In health, postsynaptic acetylcholine receptors are restricted to the neuromuscular junction by a mechanism involving the presence of an active nerve terminal. In many disease states affecting the neuromuscular junction, this control is lost and acetylcholine receptors of the fetal type develop on the adjacent muscle surface. The excessive release of K⁺ ions from diseased or swollen muscle on administration of succinylcholine is probably the result of stimulation of these extrajunctional receptors. They develop in many conditions, including polyneuropathies, severe burns and muscle disorders.

PHARMACOLOGY OF NEUROMUSCULAR TRANSMISSION

Neuromuscular blocking agents used regularly by anaesthetists are classified into depolarizing (or non-competitive) and non-depolarizing (or competitive) agents.

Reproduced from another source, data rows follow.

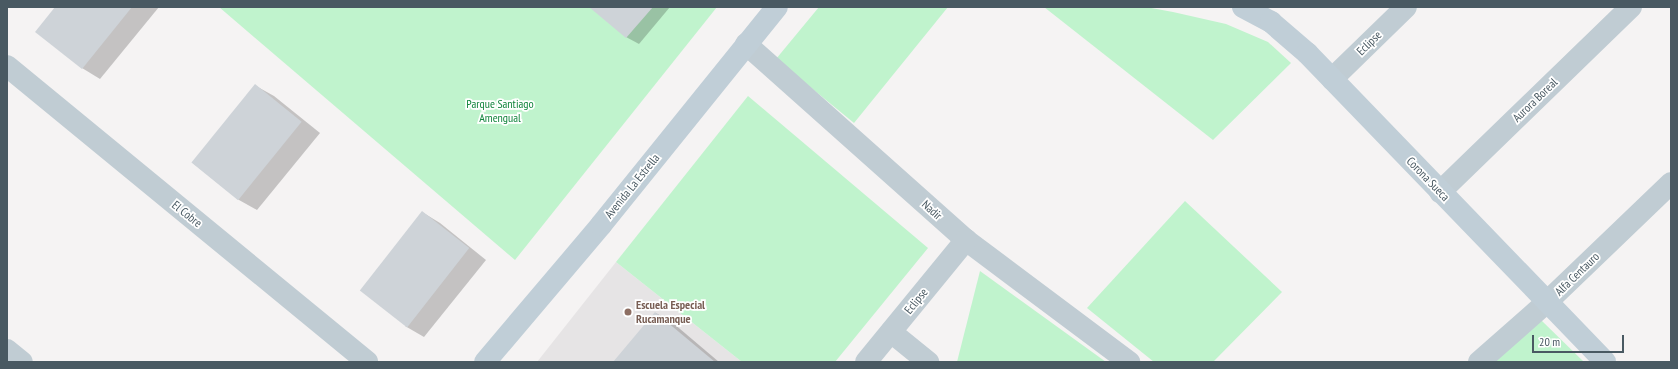 <!DOCTYPE html>
<html>
<head>
<meta charset="utf-8">
<style>
  body { margin:0 }
  #map { position:relative; width:1678px; height:369px; overflow:hidden; background:#f5f3f3; font-family:"PT Sans Narrow",sans-serif }
  div>[style] { position:absolute }
  [style*='--x'] { left:calc(var(--x)*1px); top:calc(var(--y)*1px); width:calc(var(--w)*1px); rotate:calc(var(--a)*1deg) }
  .education>* { inset:0; background:#e6e4e5 }
  .green>* { inset:0; background:#c0f3cd }
  .shadow>* { inset:0; background:#0003 }
  .building>* { inset:0; background:#ced3d8; transform-origin:0 0 }
  .street>* { height:22px; margin:-11px; padding:0 11px; transform-origin:11px; border-radius:11px; background:#c0ccd3 }
  .secondary>* { height:22px; margin:-11px; padding:0 11px; transform-origin:11px; border-radius:11px; background:#c0ced7 }
  .dots>* { width:11px; height:11px; translate:-50% -50%; box-sizing:border-box; border:2px solid #fff; border-radius:50% }
  span { translate:-50% -50%; white-space:nowrap; text-align:center; line-height:1.15; -webkit-text-stroke:3.5px #fff; paint-order:stroke }
  .street-label { font-size:12px; color:#495962 }
  .park-label { font-size:12px; color:#11853c }
  .education-label { font-size:12px; color:#785e54; font-weight:700 }
  .left { translate:0 -50%; text-align:left }
  .frame { position:absolute; inset:0; border:8px solid #495962; pointer-events:none }
  .scale { position:absolute; left:1532px; top:335px; width:92px; height:18px; box-sizing:border-box; border:2px solid #495962; border-top:0; padding-left:5px; font-size:12px; line-height:14px; white-space:nowrap; color:#495962; -webkit-text-stroke:3px #fff; paint-order:stroke }
</style>
</head>
<body>
<div id="map">
  <div class="education">
    <div style="clip-path:polygon(616px 262px,742px 362px,537px 362px)"></div>
  </div>
  <div class="green">
    <div style="clip-path:polygon(219px 7px,717px 7px,515px 260px)"></div>
    <div style="clip-path:polygon(819px 7px,948px 7px,854px 123px,776px 59px)"></div>
    <div style="clip-path:polygon(1044px 7px,1146px 7px,1173px 12px,1226px 24px,1268px 42px,1291px 63px,1213px 140px)"></div>
    <div style="clip-path:polygon(748px 96px,928px 248px,835px 362px,742px 362px,616px 262px)"></div>
    <div style="clip-path:polygon(1185px 201px,1282px 292px,1213px 362px,1154px 362px,1087px 308px)"></div>
    <div style="clip-path:polygon(980px 271px,1106px 362px,957px 362px)"></div>
    <div style="clip-path:polygon(1541px 320px,1584px 362px,1493px 362px)"></div>
  </div>
  <div class="shadow">
    <div style="clip-path:polygon(56px 7px,159px 7px,100px 79px,82px 68px)"></div>
    <div style="clip-path:polygon(612px 7px,670px 7px,639px 44px,626px 37px)"></div>
    <div style="clip-path:polygon(256px 86px,274px 96px,320px 133px,257px 210px,239px 200px,193px 163px)"></div>
    <div style="clip-path:polygon(422px 212px,440px 223px,486px 260px,424px 337px,405px 326px)"></div>
    <div style="clip-path:polygon(656px 313px,673px 323px,719px 362px,614px 362px)"></div>
  </div>
  <div class="building">
    <div style="clip-path:polygon(55px 7px,132px 7px,82px 69px,35px 32px)"></div>
    <div style="clip-path:polygon(589px 7px,653px 7px,626px 38px)"></div>
    <div style="left:255px;top:84px;width:60px;height:101px;rotate:39deg"></div>
    <div style="left:422px;top:211px;width:60px;height:101px;rotate:38deg"></div>
    <div style="clip-path:polygon(655px 312px,715px 362px,613px 362px)"></div>
  </div>
  <div class="street">
    <div style="--x:746;--y:44;--w:295;--a:41.7"></div>
    <div style="--x:966;--y:240;--w:204;--a:36.8"></div>
    <div style="--x:7;--y:66;--w:466;--a:39.4"></div>
    <div style="--x:1332;--y:79;--w:103;--a:-44.2"></div>
    <div style="--x:1440;--y:192;--w:266;--a:-44.1"></div>
    <div style="--x:891;--y:332;--w:48;--a:39"></div>
    <div style="--x:7;--y:350;--w:19;--a:39"></div>
    <div style="--x:866;--y:362;--w:158;--a:-50.7"></div>
    <div style="--x:1479;--y:362;--w:91;--a:-41.4"></div>
    <div style="--x:1547;--y:302;--w:172;--a:-43.8"></div>
  </div>
  <div class="secondary">
    <div style="--x:1243;--y:7;--w:32;--a:28"></div>
    <div style="--x:1271;--y:22;--w:48;--a:40.7"></div>
    <div style="--x:1307;--y:53;--w:429;--a:46"></div>
    <div style="--x:485;--y:362;--w:180;--a:-49.7"></div>
    <div style="--x:601;--y:225;--w:280;--a:-51.1"></div>
  </div>
  <div class="dots">
    <div style="left:628px;top:312px;background:#8d6e63"></div>
  </div>
  <div class="street-label">
    <span style="left:1369px;top:43px;rotate:-44deg">Eclipse</span>
    <span style="left:1535px;top:100px;rotate:-44deg">Aurora Boreal</span>
    <span style="left:1428px;top:179px;rotate:46deg">Corona Sueca</span>
    <span style="left:632px;top:186px;rotate:-51deg">Avenida La Estrella</span>
    <span style="left:932px;top:210px;rotate:42deg">Nadir</span>
    <span style="left:187px;top:214px;rotate:39deg">El Cobre</span>
    <span style="left:1577px;top:274px;rotate:-44deg">Alfa Centauro</span>
    <span style="left:916px;top:301px;rotate:-51deg">Eclipse</span>
  </div>
  <div class="park-label">
    <span style="left:500px;top:111px">Parque Santiago<br>Amengual</span>
  </div>
  <div class="education-label">
    <span class="left" style="left:636px;top:312px">Escuela Especial<br>Rucamanque</span>
  </div>
  <div class="frame"></div>
  <div class="scale">20 m</div>
</div>
</body>
</html>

Depolarizing Neuromuscular Blocking Agents

The only depolarizing relaxant now available in clinical practice is succinylcholine. Decamethonium was used clinically in the UK for many years, but it is now available only for research purposes.

Succinylcholine Chloride (Suxamethonium)

This quaternary ammonium compound is comparable to two molecules of acetylcholine linked together (Fig. 6.4). The two quaternary ammonium radicals, N⁺(CH₃)₃ have the capacity to cling to each of the α units of the postsynaptic acetylcholine receptor, altering its structural conformation and opening the ion channel, but for a longer period than does a molecule of acetylcholine. Administration of succinylcholine therefore results in an initial depolarization and muscle contraction, termed fasciculation. As this effect persists, however, further action potentials cannot pass down the ion channels and the muscle becomes flaccid; repolarization does not occur.